Problem to work on =
Each line of the entries that mentions the string "above" needs to be reported.

Excerpted data =
___

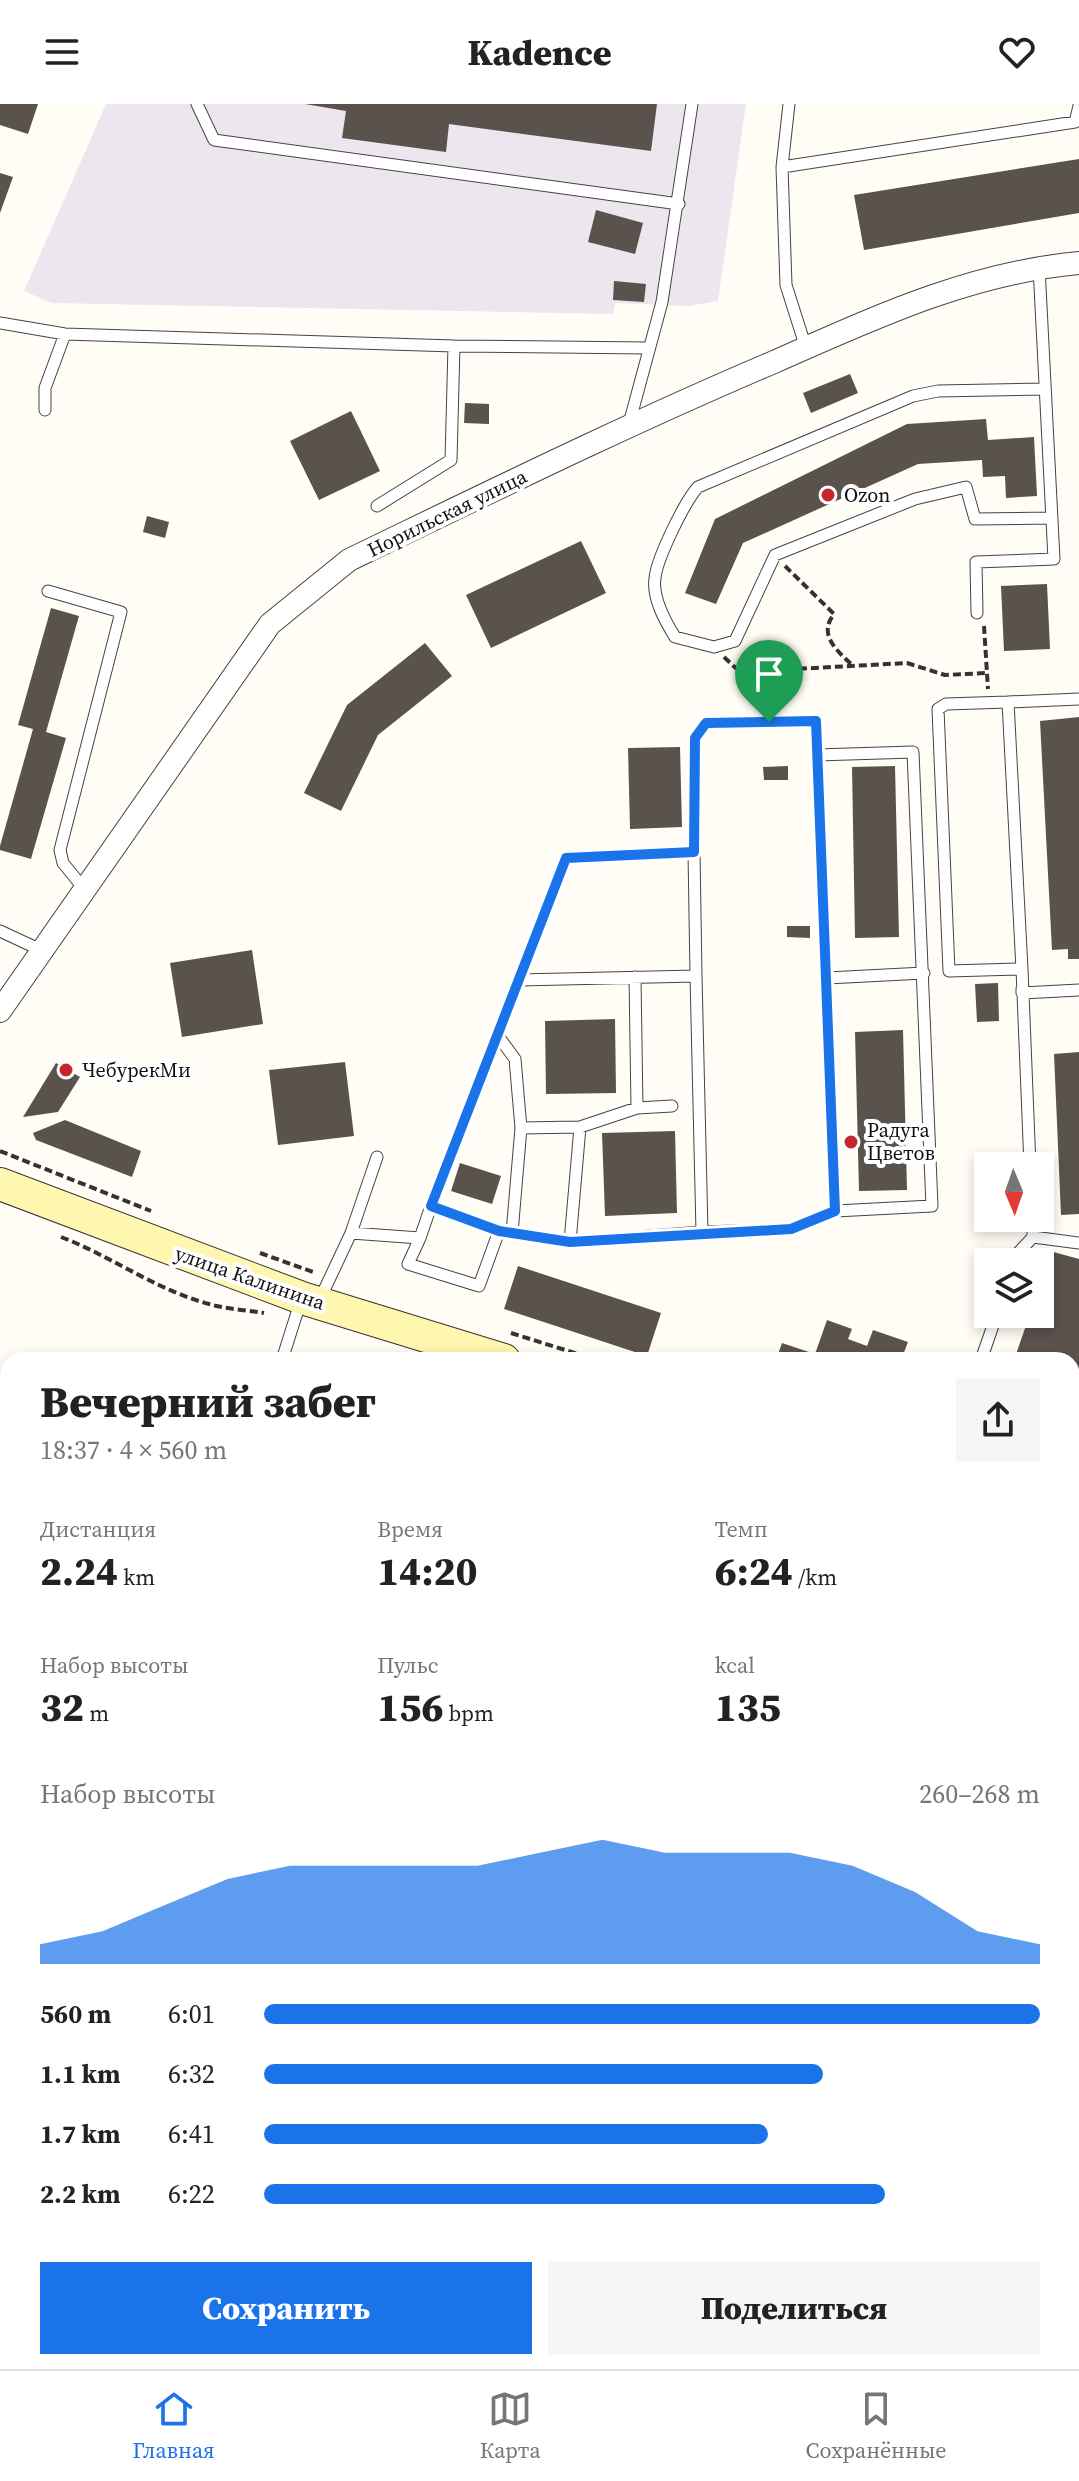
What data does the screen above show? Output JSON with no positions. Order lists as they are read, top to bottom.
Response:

___

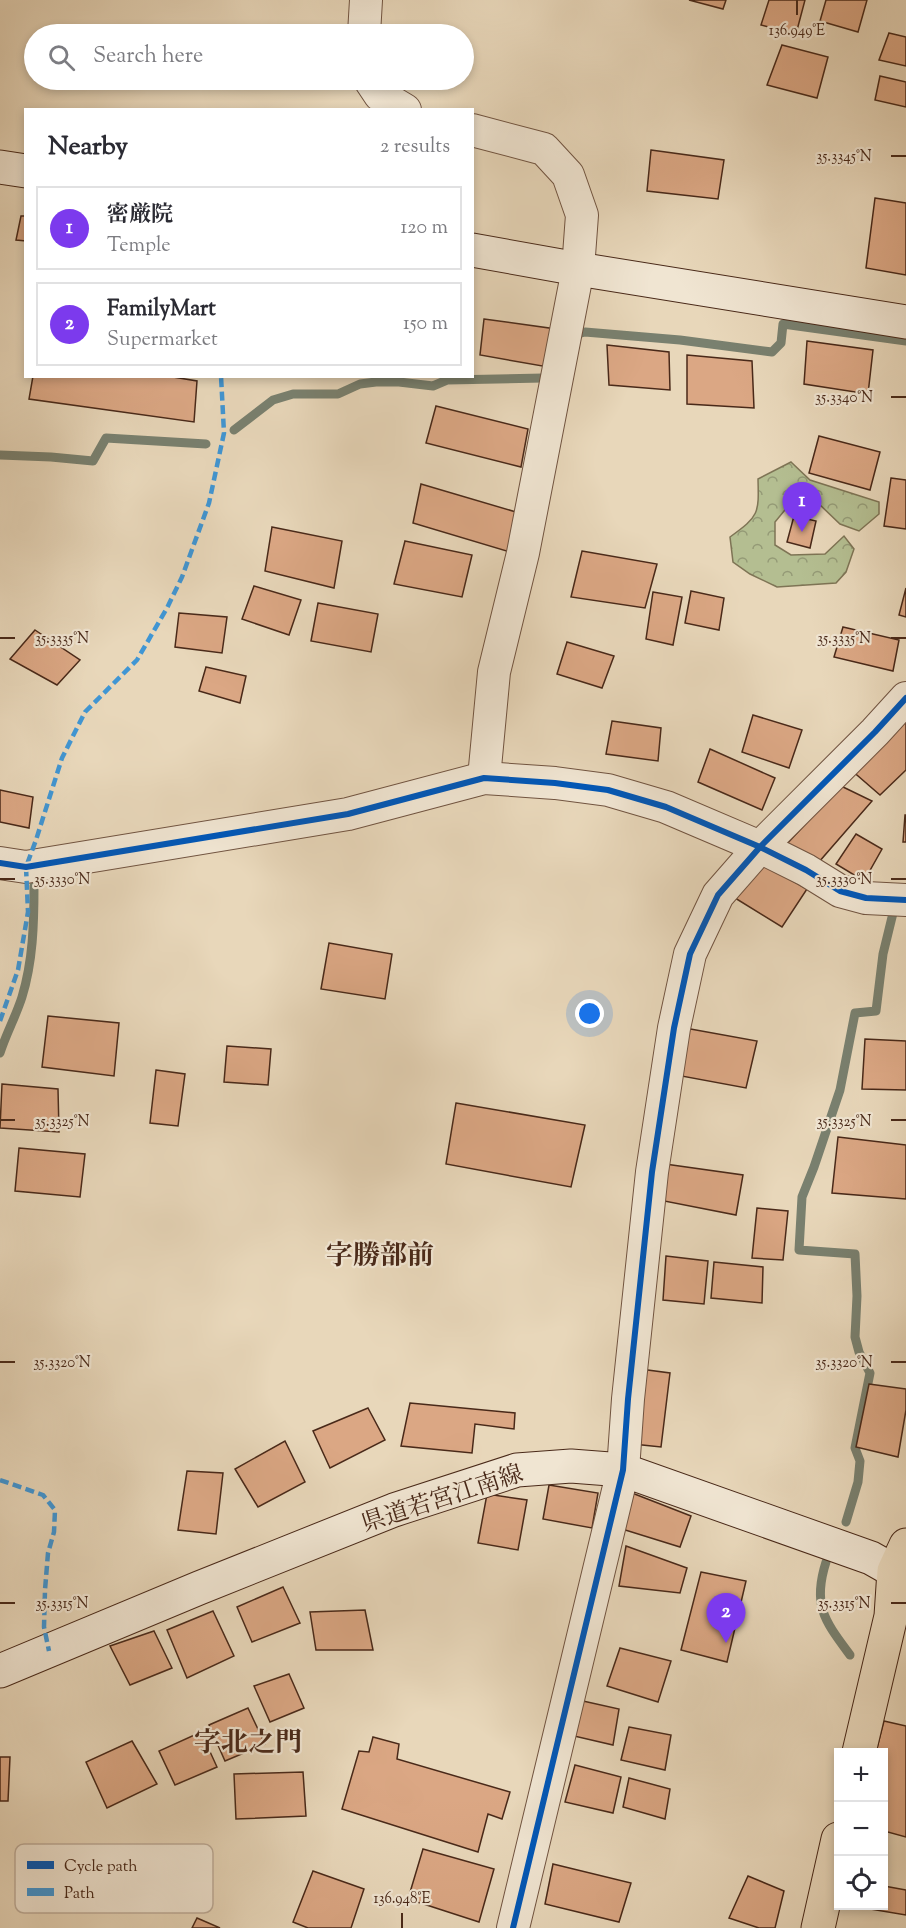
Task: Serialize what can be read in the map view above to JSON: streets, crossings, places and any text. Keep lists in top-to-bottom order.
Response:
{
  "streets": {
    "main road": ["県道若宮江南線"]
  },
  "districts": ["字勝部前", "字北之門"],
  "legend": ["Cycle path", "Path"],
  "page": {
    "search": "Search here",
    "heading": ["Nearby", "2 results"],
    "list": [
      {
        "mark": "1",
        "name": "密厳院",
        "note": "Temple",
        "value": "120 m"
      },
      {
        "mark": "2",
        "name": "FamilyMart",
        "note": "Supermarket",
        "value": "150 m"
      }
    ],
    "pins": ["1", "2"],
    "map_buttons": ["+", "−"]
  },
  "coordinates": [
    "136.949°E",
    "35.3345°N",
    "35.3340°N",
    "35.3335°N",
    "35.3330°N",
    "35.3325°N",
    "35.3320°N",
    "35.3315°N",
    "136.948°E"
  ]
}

___

Finished exercise =
What data does the screen above show? Output JSON with no positions. Order lists as they are read, top to bottom.
Task: Serialize what can be read in the map view above to JSON: streets, crossings, places and any text. Keep lists in top-to-bottom order.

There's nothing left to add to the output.